*GIVEN DATA:*
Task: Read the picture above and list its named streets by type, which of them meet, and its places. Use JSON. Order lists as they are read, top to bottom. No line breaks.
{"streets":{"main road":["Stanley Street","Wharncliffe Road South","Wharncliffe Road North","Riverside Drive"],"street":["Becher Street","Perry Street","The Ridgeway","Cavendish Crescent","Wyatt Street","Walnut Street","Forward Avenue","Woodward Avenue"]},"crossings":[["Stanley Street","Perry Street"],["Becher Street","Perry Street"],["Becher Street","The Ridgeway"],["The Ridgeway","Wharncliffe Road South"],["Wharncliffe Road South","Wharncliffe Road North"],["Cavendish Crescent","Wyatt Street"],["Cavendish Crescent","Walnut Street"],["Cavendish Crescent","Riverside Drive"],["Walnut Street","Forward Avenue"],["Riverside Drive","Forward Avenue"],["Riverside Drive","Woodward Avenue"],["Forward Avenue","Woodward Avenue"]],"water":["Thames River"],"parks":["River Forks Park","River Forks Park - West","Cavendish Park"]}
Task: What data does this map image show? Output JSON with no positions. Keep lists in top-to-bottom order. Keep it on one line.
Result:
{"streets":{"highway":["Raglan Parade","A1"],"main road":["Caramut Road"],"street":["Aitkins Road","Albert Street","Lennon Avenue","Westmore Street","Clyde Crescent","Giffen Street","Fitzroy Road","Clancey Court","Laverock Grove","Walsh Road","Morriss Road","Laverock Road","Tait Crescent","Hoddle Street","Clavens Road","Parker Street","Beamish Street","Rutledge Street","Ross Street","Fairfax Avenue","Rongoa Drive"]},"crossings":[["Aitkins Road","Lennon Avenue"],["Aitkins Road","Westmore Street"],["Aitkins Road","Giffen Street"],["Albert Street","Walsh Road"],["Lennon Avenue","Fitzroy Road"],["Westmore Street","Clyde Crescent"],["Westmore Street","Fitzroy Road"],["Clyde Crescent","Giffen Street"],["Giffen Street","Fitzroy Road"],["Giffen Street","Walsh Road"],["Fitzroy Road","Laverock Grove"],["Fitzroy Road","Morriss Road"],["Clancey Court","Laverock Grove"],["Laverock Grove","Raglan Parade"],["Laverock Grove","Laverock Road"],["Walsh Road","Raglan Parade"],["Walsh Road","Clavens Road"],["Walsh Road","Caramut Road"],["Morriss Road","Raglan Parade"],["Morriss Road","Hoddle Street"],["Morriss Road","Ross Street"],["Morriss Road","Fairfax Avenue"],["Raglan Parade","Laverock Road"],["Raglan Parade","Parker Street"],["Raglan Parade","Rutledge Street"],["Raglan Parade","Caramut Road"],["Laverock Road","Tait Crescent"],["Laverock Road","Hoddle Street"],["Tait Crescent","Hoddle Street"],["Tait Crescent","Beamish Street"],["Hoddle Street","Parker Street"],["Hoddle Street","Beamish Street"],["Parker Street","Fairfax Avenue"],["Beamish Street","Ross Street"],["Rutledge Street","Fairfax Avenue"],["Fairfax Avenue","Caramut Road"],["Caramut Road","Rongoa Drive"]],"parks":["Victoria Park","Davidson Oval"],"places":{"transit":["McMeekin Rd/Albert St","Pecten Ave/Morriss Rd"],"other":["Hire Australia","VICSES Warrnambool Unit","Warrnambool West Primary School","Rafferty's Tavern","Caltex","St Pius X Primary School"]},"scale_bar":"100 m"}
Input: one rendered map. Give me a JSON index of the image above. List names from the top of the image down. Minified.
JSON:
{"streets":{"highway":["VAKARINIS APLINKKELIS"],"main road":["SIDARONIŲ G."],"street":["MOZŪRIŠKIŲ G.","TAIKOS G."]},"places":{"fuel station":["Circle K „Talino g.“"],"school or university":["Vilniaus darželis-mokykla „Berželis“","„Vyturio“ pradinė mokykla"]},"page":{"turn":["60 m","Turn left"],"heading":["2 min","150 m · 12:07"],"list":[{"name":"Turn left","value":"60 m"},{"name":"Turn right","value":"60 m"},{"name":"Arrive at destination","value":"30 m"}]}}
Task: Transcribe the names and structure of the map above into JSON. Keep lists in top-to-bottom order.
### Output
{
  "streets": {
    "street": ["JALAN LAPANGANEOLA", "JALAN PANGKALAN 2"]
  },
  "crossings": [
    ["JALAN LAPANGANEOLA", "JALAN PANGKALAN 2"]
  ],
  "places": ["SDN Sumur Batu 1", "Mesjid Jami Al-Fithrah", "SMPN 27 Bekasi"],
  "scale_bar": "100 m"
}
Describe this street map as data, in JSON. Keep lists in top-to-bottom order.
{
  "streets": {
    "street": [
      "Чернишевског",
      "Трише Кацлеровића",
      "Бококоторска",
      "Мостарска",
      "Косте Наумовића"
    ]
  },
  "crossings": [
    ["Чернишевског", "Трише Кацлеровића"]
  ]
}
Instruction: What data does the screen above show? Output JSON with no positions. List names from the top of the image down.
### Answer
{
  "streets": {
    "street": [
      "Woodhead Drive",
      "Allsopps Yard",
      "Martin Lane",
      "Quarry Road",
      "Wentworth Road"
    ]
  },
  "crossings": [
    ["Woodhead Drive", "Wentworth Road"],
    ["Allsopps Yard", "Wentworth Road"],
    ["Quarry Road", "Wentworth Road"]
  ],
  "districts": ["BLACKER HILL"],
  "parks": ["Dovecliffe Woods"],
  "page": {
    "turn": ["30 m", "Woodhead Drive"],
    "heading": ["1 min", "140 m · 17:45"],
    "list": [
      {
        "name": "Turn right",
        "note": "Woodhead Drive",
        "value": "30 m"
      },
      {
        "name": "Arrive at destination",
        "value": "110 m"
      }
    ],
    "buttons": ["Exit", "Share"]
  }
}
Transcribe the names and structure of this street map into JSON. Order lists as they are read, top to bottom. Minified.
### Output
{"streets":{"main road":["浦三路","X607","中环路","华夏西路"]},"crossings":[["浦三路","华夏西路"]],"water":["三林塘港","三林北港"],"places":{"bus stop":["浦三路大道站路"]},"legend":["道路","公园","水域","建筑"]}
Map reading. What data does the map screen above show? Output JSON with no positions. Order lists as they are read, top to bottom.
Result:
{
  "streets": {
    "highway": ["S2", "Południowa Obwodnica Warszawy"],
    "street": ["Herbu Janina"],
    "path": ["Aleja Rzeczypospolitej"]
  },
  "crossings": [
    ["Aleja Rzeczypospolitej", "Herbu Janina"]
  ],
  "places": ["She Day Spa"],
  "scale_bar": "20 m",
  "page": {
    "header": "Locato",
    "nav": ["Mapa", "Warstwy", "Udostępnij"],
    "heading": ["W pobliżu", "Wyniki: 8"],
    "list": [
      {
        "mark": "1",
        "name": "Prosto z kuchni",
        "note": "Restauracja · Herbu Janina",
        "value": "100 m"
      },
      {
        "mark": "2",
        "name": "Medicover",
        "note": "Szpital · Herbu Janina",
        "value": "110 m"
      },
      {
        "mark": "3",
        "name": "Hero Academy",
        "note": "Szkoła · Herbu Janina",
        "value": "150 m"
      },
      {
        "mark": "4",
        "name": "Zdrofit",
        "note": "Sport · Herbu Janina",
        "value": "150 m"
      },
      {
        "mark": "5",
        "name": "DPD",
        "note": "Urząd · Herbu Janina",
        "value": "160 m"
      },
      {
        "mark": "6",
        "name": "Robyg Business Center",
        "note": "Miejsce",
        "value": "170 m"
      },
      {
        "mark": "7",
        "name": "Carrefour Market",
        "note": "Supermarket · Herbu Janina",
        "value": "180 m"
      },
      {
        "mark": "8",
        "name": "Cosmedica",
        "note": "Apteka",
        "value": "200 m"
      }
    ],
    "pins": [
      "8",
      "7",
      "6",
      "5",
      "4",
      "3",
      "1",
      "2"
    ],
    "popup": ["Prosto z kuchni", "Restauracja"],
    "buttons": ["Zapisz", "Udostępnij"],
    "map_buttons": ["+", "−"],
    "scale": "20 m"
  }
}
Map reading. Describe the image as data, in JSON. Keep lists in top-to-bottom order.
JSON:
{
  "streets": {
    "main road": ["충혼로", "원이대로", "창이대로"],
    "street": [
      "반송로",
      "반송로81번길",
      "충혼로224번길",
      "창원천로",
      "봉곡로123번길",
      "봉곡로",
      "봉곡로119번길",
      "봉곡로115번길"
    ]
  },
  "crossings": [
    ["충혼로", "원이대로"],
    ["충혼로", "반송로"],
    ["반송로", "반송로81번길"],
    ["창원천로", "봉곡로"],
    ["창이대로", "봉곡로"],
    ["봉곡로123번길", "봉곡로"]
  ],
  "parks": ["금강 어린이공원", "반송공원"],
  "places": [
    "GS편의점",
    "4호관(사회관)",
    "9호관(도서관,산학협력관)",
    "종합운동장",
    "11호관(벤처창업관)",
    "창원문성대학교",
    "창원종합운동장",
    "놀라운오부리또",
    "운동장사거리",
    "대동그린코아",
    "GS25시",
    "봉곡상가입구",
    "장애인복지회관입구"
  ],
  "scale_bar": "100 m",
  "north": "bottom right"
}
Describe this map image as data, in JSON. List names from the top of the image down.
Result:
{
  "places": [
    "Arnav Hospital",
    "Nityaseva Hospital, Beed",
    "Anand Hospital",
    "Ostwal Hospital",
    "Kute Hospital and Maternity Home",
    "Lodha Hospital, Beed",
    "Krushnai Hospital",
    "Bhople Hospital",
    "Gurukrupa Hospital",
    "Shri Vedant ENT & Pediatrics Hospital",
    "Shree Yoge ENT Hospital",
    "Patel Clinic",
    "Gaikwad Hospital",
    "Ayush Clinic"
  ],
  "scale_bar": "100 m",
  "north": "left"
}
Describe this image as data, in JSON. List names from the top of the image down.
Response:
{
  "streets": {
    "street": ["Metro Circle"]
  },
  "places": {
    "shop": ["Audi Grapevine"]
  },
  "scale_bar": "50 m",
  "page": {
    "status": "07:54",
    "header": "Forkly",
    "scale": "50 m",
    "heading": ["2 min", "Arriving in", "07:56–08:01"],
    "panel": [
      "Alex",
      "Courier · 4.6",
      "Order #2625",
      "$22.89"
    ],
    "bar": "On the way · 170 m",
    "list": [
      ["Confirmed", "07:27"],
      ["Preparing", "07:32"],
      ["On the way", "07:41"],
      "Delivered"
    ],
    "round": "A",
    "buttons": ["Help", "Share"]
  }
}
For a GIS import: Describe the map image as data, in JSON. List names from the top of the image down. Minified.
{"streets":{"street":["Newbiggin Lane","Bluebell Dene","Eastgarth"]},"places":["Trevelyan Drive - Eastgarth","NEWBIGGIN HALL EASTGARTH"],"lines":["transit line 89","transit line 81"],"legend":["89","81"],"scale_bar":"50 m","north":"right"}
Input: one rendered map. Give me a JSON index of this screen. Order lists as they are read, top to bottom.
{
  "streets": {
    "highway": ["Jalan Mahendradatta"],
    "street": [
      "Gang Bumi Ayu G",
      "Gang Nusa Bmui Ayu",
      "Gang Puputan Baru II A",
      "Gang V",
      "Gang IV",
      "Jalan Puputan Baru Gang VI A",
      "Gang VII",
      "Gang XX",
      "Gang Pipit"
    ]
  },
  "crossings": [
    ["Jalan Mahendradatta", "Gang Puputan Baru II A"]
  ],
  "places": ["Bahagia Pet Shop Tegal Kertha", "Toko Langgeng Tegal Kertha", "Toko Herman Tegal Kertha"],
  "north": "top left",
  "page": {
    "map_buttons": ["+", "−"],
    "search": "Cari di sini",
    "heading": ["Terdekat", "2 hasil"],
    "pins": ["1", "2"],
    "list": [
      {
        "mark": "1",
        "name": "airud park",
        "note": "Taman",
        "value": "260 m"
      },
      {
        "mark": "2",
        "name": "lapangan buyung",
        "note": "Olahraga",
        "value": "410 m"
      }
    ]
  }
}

*THE PROBLEM:*
For the word "Трише", tally the lines of the entries in which it appears and give the total alone.

*SOLUTION TO THE EXERCISE:*
2